Pourtant, cinq ans plus tard, il y aura une seconde rencontre. Celle-ci a eu lieu de l’autre côté de l’Hudson, dans un endroit encore plus archaïque : Newark, ville d’enfance de Philip Roth. L’occasion : la fête de ses quatre-vingts ans. Qui savait qu’on marquait ainsi le début de sa dernière décennie ? Avant les festivités, on avait assisté à un colloque qui s’étalait sur deux jours, et auquel Roth n’est pas venu. J’y ai présente la traduction anglaise de ce qu’allait devenir le premier chapitre de mon roman, Moi, Philip Roth. Qu’est-ce que j’aurais aimé à ce que Roth assiste à la séance ! D’autant plus que le chapitre s’intitule « Roth est-il venu ? ». Le titre montre bien comment je l’ai transformé en Godot, voire God-ot.
Après le colloque, tenu par une quarantaine de spécialistes, Roth a donné une grande fête dans la bibliothèque publique de Newark, où il a invité les universitaires aussi bien que deux cents amis. Pour ceux qui voulaient le féliciter, il fallait faire la queue. J’ai attendu un quart d’heure avant que ce soit mon tour. Le temps de réfléchir sur notre « relation », univoque, je le conçois, mais quand même intense. Depuis la dernière fois j’avais soutenu ma thèse et publié deux tomes de Corpus Rothi. Se souvenait-il de mes livres, envoyés à son agent ? Ou de notre discussion sur Madison Avenue ?
« Hi, I’m Steven Sampson from Paris », ai-je dit, en tendant ma main vers la sienne, un peu poilue et ridée.
« You’re the guy who’s been hockin’ my tshaynik, » a-t-il répondu, mélangeant le yiddish et l’anglais. Traduction : « C’est toi le type qui n’arrêtes pas de me chercher. »
Comment savait-il que je comprenais le yiddish ? Ou que mes livres étaient moqueurs et irrévérencieux ?
J’avais tellement de choses à dire ! Par exemple, que dans mes moqueries il n’y avait aucun mépris, mais au contraire, un amour débordant, un désir mimétique de me rivaliser avec lui, une tentative désespérée d’être à la hauteur en m’appropriant son insolence et son culot. Mais il n’y avait pas le temps, ce fut le tour de la personne derrière moi…

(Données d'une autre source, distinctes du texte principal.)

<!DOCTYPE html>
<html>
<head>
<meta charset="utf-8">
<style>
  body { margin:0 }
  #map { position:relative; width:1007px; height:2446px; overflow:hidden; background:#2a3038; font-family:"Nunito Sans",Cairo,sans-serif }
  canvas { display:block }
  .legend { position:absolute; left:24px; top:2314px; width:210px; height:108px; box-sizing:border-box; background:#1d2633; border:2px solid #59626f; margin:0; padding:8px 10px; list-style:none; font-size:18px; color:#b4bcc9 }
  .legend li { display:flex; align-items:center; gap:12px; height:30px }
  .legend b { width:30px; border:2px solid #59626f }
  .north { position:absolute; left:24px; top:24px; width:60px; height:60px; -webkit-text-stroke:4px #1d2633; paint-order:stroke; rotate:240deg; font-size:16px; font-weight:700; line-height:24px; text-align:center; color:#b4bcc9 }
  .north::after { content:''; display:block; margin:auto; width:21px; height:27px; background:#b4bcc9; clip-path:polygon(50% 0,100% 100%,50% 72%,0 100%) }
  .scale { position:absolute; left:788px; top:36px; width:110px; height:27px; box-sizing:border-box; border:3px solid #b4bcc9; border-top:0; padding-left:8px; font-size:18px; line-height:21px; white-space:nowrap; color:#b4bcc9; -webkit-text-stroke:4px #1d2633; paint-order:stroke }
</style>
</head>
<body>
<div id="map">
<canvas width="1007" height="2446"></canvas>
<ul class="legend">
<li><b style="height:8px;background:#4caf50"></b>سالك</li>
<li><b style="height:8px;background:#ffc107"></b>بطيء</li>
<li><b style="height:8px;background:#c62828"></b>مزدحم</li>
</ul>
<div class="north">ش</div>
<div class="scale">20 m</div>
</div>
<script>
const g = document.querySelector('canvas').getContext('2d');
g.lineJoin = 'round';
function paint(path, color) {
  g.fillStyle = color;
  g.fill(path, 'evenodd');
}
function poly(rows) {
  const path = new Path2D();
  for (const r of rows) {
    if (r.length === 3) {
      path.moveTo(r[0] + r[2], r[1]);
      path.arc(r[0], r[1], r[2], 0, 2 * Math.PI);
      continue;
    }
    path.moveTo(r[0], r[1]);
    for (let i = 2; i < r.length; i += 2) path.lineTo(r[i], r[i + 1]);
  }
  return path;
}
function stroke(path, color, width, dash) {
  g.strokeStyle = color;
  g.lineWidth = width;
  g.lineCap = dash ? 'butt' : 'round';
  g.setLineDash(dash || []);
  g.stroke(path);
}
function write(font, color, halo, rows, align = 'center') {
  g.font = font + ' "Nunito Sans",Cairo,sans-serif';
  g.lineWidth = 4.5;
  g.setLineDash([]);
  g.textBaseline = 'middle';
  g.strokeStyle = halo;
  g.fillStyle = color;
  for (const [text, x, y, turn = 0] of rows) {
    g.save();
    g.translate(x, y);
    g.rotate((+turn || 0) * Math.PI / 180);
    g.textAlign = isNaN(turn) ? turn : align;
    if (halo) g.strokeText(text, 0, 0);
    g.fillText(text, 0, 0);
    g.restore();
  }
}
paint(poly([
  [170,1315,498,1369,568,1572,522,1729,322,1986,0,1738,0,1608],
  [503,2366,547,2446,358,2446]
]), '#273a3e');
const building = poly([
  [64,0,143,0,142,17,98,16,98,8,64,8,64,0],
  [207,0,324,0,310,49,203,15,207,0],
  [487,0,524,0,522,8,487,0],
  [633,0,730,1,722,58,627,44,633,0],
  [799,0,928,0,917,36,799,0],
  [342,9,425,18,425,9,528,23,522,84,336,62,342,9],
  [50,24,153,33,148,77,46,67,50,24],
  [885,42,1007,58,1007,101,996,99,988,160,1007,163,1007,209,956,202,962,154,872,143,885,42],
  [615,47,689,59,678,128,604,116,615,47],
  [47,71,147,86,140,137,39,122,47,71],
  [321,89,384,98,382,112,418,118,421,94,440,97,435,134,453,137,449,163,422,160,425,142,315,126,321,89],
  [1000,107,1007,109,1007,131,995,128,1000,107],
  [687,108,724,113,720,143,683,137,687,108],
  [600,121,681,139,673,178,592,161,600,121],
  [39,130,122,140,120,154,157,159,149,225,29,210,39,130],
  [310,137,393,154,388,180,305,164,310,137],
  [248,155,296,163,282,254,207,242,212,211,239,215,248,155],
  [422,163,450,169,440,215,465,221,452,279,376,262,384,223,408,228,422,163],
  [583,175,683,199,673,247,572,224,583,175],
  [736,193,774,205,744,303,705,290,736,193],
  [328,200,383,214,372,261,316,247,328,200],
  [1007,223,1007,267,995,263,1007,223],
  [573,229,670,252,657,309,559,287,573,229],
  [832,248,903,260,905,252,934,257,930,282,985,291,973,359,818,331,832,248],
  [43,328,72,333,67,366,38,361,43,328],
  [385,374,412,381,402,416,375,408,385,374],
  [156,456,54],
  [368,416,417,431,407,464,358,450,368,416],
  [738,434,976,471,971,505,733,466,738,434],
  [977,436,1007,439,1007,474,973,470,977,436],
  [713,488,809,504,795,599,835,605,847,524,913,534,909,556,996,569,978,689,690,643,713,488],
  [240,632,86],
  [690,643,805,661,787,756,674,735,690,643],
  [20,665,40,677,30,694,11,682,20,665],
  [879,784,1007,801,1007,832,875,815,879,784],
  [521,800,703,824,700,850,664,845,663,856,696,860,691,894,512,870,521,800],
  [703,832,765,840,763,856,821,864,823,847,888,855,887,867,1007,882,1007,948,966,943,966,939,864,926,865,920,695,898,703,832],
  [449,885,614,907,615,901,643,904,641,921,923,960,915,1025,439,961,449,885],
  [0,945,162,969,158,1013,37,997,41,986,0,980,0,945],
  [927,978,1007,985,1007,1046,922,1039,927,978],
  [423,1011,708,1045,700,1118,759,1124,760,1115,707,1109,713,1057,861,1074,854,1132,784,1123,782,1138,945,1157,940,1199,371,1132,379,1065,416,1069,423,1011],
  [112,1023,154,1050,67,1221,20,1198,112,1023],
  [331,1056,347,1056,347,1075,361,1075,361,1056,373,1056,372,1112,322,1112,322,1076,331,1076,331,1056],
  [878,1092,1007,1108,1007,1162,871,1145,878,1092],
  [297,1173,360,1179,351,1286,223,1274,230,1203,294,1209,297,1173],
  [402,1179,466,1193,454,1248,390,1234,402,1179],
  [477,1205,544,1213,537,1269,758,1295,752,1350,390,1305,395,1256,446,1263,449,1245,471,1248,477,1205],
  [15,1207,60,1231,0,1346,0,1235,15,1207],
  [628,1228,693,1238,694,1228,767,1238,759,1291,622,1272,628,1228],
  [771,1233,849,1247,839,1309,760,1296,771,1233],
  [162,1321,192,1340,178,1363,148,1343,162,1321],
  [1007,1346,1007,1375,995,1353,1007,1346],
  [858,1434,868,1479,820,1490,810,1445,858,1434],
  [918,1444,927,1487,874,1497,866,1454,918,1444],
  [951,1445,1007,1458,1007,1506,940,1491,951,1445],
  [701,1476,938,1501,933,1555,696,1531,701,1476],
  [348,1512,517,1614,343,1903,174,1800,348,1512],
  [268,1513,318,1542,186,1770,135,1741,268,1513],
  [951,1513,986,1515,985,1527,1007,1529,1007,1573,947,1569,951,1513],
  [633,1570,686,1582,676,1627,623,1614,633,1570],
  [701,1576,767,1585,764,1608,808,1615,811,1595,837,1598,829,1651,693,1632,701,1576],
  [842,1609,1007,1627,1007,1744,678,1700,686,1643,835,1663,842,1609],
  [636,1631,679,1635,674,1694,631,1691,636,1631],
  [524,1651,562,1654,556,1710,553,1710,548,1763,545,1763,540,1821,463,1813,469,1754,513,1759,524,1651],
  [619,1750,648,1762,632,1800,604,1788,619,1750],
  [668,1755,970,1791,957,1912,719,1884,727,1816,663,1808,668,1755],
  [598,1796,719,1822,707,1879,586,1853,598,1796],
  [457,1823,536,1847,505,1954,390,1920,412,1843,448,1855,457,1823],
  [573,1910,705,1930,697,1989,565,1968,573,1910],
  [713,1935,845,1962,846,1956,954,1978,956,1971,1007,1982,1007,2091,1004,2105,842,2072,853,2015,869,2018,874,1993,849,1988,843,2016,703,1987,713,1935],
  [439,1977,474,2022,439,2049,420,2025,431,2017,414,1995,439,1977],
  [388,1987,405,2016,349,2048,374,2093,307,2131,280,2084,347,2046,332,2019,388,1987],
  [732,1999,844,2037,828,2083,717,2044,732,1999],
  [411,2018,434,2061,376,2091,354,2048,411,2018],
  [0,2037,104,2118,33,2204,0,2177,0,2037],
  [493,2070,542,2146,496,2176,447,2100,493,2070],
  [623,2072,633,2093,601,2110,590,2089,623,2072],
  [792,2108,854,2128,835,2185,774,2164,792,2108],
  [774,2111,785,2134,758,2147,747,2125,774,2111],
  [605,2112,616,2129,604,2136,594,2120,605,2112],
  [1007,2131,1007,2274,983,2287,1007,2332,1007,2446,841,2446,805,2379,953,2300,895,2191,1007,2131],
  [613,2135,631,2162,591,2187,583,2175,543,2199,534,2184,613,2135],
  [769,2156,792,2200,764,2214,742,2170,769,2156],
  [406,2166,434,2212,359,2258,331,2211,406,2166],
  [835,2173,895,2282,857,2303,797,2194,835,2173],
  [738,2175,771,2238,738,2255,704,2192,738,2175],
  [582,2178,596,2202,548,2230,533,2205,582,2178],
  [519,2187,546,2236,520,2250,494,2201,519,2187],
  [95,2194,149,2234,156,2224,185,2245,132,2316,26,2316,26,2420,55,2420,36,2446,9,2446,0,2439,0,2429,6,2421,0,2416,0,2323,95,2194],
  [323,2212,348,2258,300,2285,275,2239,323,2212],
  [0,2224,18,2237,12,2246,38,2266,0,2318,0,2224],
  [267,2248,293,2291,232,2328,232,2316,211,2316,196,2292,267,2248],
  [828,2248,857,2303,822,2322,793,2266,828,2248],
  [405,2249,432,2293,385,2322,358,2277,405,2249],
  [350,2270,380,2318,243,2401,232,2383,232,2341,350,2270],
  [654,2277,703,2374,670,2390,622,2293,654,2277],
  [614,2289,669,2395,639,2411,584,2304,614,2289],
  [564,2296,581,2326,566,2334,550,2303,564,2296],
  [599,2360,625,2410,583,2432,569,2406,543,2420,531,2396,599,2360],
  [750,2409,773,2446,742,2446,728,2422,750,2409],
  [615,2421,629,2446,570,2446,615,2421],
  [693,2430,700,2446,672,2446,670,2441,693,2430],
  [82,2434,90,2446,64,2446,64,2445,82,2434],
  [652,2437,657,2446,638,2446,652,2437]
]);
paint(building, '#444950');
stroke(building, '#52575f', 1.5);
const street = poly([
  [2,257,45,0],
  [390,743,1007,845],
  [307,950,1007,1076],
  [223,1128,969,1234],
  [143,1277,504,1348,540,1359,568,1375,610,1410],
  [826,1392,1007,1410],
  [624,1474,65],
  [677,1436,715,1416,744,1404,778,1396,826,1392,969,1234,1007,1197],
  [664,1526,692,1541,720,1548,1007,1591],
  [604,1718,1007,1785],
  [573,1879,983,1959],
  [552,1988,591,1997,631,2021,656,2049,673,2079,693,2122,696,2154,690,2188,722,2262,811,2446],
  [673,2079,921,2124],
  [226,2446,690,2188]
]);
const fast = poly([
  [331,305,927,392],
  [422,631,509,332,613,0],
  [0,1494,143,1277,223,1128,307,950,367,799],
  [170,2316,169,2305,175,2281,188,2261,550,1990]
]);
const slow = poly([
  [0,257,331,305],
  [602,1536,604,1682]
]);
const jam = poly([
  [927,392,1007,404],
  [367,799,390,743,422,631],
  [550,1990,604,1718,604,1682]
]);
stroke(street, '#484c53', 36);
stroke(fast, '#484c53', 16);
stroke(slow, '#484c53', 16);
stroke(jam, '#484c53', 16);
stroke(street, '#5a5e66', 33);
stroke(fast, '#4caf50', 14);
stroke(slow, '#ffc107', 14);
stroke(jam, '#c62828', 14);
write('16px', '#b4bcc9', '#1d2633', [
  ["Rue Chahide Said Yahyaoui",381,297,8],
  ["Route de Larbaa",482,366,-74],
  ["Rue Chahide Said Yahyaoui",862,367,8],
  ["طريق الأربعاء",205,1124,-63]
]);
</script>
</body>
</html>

Toujours assoiffé de contact, je suis resté près de son cercle, dans l’espoir de capter quelques bribes de conversation. Impossible de ne pas penser à Pepler ou à Moishe Pipik, ces groupies qui s’accrochent à leurs écrivains admirés, jusqu’à vouloir lui vampiriser son identité.
Chaque phrase qui tombait de sa bouche était comme une perle précieuse, donc quand je l’ai entendu évoquer Lolita, l’un de mes romans préférés, j’étais au septième ciel.
La dernière main serrée, Roth n’est pas resté longtemps à la fête. Il a lentement frayé un chemin vers la porte, ou sa limousine l’attendait, tout en échangeant quelques mots avec des proches. Chaque phrase qui tombait de sa bouche était comme une perle précieuse, donc quand je l’ai entendu évoquer Lolita, l’un de mes romans préférés, j’étais au septième ciel. Lui aussi vouait un culte à Nabokov ? C’était trop beau, on était vraiment sur la même longueur d’onde !
Quel incident du livre a-t-il cité ? Selon Roth, il y avait un moment où Clare Quilty, joué par Peter Sellers dans le film de Kubrick, rencontre Humbert Humbert et, jaloux et admiratif, interpelle le pédophile : « Comment l’avez-vous trouvée ? » Roth, en riant, a déclaré que c’était l’une des meilleures phrases de la littérature américaine.
Comment n’y pas voir la confirmation de ma théorie sur Roth : la vie se résume en grande partie à une lutte entre mâles pour les faveurs d’une femelle prisée ? Conflit qui prend une forme particulière lorsqu’il s’agit de la littérature, où les acteurs, soucieux de passer pour raffinés, se donnent de la peine pour cacher leurs véritables intentions. Quilty, avant d’enlever l’adolescente à Humbert, n’avait-il pas écrit une pièce dans laquelle elle joue ?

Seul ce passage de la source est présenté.